High-precision real-time positioning method of train based on GPS/BDS combined solution

doi: 10.19818/j.cnki.1671-1637.2021.05.024
  • 1.

    School of Electronics and Information Engineering, Beijing Jiaotong University, Beijing 100044, China

  • 2.

    Beijing Engineering Research Center of EMC and GNSS Technology for Rail Transportation, Beijing Jiaotong University, Beijing 100044, China

  • 3.

    Institute of Computing Technology, China Academy of Railway Sciences Corporation Limited, Beijing 100081, China

  • 4.

    State Key Laboratory of Rail Traffic Control and Safety, Beijing Jiaotong University, Beijing 100044, China

Funds:

National Key Research and Development Program of China 2018YFB1201500

National Natural Science Foundation of China U1934222

National Natural Science Foundation of China 62027809

More Information
  • Author Bio:

    WANG Jian(1978-), male, professor, PhD, wangj@bjtu.edu.cn

  • Corresponding author: JIANG Wei(1988-), female, professor, PhD, weijiang@bjtu.edu.cn
  • Received Date: 2021-03-21
    Available Online: 2021-11-13
  • Publish Date: 2021-10-01
    Abstract
  • To establish the intelligent train control system, the rail application of global satellite navigation system (GNSS) was focused, and the researches on the positioning optimization method of train were pursued. Based on the real-time characteristics of broadcast ephemeris, the frame transformation model was used to provide real-time, accurate and unified spatio-temporal reference for the system. Combined with the error model, the errors related to positioning were corrected to reduce the complexity of positioning solution. In order to further optimize the positioning performance of the system and improve the positioning accuracy, a non-differential carrier-phase positioning method based on GPS/BDS multi-constellation combined solution was proposed. A simulation was carried out based on the actual data of Beijing-Shenyang High-Speed Railway, the signal geometric distributions and positioning errors of single constellation positioning method and multi-constellation positioning method were compared.

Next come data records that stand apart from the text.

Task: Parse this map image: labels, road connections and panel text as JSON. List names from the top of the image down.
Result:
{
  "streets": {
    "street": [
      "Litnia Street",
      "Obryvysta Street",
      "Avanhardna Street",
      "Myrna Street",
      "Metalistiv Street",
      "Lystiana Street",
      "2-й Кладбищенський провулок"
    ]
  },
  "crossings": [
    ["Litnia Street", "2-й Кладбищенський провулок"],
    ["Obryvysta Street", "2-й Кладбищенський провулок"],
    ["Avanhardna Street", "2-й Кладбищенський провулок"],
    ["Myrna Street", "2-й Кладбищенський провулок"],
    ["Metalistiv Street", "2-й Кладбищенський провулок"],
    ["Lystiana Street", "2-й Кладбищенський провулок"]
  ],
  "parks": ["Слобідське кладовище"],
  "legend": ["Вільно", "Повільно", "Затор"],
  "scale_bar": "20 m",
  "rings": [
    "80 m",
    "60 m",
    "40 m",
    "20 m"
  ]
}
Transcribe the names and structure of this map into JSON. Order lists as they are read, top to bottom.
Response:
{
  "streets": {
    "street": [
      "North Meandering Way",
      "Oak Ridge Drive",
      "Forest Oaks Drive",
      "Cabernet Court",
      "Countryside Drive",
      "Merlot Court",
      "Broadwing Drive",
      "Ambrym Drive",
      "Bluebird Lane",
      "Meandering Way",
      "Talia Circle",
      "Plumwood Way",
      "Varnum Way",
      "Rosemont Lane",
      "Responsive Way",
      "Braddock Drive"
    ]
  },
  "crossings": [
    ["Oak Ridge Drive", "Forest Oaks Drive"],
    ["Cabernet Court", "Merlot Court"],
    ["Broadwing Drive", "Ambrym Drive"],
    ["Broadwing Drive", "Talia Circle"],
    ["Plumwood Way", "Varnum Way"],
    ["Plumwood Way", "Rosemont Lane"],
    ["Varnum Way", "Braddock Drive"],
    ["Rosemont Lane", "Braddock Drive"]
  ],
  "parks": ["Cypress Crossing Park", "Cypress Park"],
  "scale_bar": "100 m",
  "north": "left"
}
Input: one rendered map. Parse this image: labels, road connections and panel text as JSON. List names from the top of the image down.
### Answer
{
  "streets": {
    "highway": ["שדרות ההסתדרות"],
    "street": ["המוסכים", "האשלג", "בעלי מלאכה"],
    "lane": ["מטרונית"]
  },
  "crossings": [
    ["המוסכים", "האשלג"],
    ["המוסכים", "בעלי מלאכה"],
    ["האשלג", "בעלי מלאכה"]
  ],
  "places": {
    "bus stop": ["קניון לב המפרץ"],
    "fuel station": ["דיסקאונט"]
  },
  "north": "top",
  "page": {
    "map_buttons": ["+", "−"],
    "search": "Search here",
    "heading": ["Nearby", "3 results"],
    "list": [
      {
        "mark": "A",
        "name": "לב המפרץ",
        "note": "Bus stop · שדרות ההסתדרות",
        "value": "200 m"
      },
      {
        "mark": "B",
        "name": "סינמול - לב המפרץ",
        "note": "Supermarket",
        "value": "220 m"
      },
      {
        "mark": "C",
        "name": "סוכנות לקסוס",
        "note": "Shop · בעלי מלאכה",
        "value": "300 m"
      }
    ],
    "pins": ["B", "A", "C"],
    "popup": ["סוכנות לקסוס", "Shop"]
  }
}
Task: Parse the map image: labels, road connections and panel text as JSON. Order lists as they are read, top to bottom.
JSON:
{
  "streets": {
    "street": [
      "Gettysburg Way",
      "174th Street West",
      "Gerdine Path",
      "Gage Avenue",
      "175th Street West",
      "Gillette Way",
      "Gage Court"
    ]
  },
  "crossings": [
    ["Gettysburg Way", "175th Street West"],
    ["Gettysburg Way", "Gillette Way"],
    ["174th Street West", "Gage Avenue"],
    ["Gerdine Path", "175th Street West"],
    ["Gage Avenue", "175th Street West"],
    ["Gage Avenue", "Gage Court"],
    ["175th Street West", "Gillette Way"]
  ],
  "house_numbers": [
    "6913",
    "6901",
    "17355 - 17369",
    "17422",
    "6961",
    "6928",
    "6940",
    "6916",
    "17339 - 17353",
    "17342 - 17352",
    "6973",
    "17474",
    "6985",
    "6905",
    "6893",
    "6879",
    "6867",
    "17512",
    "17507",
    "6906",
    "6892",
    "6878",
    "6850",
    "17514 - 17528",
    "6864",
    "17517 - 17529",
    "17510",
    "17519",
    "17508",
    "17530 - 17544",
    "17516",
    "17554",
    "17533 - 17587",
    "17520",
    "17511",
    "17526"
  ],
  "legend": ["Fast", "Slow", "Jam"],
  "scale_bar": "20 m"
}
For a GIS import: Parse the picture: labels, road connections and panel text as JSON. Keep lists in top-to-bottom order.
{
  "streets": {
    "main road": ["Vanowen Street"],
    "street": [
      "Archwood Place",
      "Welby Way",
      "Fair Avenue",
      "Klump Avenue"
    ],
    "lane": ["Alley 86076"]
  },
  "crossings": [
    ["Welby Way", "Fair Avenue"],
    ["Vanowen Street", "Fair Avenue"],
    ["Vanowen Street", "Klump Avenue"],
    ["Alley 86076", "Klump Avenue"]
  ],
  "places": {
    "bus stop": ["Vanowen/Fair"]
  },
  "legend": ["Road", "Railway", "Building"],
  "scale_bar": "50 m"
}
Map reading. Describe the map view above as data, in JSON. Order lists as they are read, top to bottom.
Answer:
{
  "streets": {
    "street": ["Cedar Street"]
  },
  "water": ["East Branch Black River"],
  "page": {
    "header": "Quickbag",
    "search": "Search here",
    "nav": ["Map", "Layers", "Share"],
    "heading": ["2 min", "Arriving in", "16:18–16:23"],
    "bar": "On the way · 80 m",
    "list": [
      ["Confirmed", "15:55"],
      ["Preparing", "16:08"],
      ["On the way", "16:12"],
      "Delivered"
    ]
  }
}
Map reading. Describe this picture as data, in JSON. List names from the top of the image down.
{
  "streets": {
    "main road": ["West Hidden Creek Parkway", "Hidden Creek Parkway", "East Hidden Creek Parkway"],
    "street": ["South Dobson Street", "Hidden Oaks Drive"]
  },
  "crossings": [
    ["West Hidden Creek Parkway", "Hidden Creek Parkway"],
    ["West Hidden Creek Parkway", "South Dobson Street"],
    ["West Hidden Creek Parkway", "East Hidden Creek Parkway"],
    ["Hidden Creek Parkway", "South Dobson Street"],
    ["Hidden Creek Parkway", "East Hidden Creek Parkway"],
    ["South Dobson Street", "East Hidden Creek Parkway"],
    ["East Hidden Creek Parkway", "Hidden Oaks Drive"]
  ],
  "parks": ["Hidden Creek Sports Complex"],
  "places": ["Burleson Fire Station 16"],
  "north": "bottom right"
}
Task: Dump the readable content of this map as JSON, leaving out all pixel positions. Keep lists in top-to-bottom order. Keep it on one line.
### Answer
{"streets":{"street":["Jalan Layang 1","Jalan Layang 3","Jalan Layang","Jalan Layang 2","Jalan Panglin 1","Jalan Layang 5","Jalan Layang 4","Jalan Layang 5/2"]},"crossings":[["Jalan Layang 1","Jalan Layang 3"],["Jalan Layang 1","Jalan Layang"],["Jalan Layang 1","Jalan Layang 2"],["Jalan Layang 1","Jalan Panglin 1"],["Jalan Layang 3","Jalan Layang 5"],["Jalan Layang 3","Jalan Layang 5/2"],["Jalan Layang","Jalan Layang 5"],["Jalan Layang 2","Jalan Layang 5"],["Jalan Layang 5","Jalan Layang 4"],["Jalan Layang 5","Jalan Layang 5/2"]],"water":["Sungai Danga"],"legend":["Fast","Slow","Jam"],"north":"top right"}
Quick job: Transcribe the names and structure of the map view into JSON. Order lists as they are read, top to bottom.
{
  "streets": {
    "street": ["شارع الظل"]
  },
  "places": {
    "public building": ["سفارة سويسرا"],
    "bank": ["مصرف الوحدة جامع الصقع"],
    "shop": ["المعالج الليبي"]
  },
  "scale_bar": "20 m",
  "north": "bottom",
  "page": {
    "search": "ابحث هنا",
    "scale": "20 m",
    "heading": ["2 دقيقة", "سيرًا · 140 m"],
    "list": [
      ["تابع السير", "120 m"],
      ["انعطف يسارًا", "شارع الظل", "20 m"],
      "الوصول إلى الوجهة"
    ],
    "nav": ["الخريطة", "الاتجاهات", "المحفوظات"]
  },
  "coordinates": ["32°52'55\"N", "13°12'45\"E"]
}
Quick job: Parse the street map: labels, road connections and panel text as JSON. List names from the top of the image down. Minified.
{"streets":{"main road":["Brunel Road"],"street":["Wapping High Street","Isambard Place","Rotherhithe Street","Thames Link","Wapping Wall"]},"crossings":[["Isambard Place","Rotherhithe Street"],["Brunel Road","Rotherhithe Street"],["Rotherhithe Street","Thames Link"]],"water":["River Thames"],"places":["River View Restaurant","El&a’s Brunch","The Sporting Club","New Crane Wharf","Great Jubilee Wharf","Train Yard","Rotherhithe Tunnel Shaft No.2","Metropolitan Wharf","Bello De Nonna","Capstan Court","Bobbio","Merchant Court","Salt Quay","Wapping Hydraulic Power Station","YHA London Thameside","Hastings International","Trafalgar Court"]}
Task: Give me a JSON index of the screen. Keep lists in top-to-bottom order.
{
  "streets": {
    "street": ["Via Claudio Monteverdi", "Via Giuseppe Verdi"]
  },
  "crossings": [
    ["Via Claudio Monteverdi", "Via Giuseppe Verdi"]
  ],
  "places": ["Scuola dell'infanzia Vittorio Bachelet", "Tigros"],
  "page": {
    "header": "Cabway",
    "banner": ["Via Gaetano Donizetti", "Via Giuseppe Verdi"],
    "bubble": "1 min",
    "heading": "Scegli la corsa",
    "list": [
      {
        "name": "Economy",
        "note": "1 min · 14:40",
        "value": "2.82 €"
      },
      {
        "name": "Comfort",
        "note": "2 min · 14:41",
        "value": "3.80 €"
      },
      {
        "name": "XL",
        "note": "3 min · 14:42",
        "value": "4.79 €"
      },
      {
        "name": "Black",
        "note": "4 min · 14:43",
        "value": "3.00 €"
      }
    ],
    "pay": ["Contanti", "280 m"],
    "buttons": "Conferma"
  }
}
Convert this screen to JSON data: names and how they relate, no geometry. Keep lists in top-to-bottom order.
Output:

To further verify the performance of the proposed positioning method, its positioning result was compared with that of the traditional pseudorange-based single point positioning (SPP) method based on the same group of data. Experimental results show that, during the test, the visible average satellite numbers of GPS and BDS single constellation positioning methods are 9.2 and 13.4, respectively, and the means of geometric dilution of precision (GDOP) are 2.341 7 and 2.272 1, respectively. The visible average satellite number of GPS/BDS multi-constellation positioning method is 22.5, and the mean of GDOP is 1.264 6. Hence, the multi-constellation positioning method can multiply the number of visible satellites and optimize the geometric distributions of satellite signals, which ensures the accurate and continuous positioning under the continuous variation of satellite signal. When the satellite signal is relatively stable, the root mean square errors (RMSEs) of the three-dimensional positioning are 5.396 1, 5.569 7, 2.831 2 and 0.976 1, 0.988 8, 0.861 8 m with respect to the SPP method and the proposed method, respectively. In signal limited area, the RMESs are 7.245 9, 7.056 3, 3.756 2 and 1.561 2, 1.603 1, 1.215 5 m, respectively. Therefore, compared with the traditional SPP method, the proposed method can achieve better positioning accuracy under different signal conditions. 5 tabs, 7 figs, 22 refs.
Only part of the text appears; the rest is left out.